Healthcare Professionals Collapse During Emergency Care: Medical staff in Gaza are collapsing while attempting to rescue their undernourished patients.
In the besieged Gaza Strip, a humanitarian disaster is unfolding as the United Nations (UN) reports that all 2.1 million people in the region are now food insecure. This alarming situation is severely impacting healthcare professionals and pushing specialized malnutrition treatment centres well beyond capacity.
The worsening hunger crisis is exacerbating Gaza’s health emergency, overwhelming healthcare personnel with malnutrition and related illnesses under extreme resource constraints. Dr. Fadel Naim, a surgeon and the director of Al-Ahli Al-Arabi hospital, has seen colleagues collapse from hunger and malnutrition, including two who collapsed during surgeries this week. The director of nursing at Nasser Hospital, Dr. Mohammad Saqer, also fainted while working due to hunger.
The rates of severe malnutrition in children under five in clinics run by Doctors Without Borders have tripled in the last two weeks. The ward treating malnourished children at Nasser Hospital is full of children whose bones appear to be protruding from under their skin, and several have bloated stomachs - a tell-tale sign of malnutrition.
The situation is particularly dire for children born during the war, who are especially vulnerable to health problems caused by malnutrition. Another mother named Najah Hashem Darbakh's daughter Sila Darbakh is suffering from chronic diarrhea and dehydration, but there is no formula available for her.
Many international humanitarian organizations have warned about the worsening hunger crisis in Gaza, stating that they are witnessing their own colleagues and partners waste away. The director general of the World Health Organization, Tedros Adhanom Ghebreyesus, stated that Palestinians in Gaza are suffering from man-made "mass starvation" due to Israel's decision to block aid.

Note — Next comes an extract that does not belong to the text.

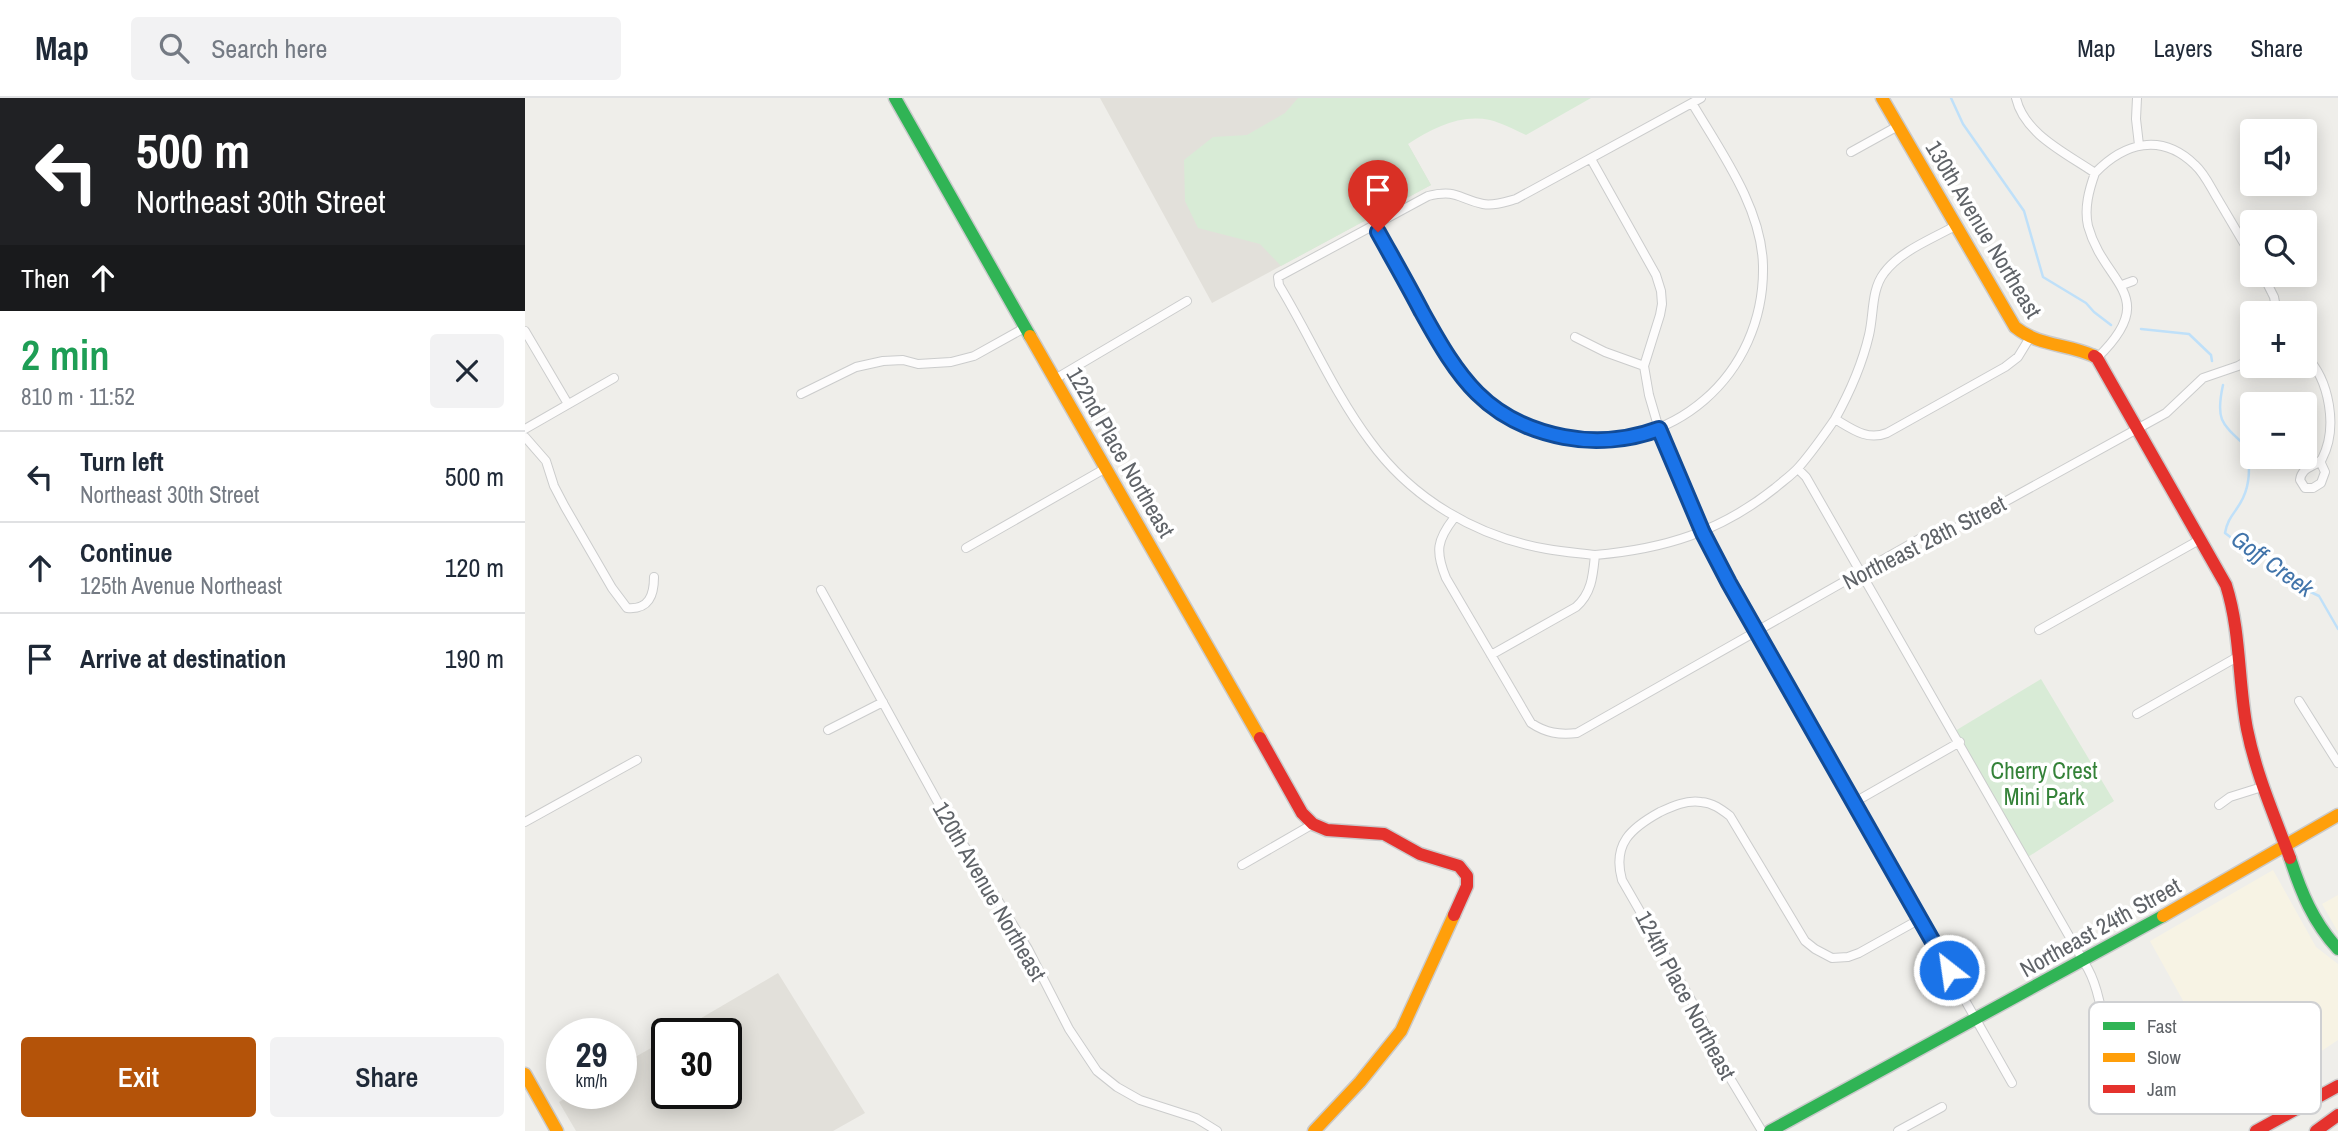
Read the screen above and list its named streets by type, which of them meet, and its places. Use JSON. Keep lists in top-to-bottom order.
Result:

The average daily wage in Gaza was just under $13 per day in 2021, and many mothers in Gaza are struggling to feed their children due to lack of food, with some relying on formula instead of breastfeeding. A mother named Yasmin Abu Sultan spoke to CNN as she was trying to feed her daughter Mona with a syringe.
More than 1,000 people have been killed by Israeli forces while seeking food since late May. Flour is priced like gold in Gaza. Despite these challenges, major humanitarian organizations are striving to deliver lifesaving aid and urgently advocate to remove access barriers and end violence that further compounds the crisis.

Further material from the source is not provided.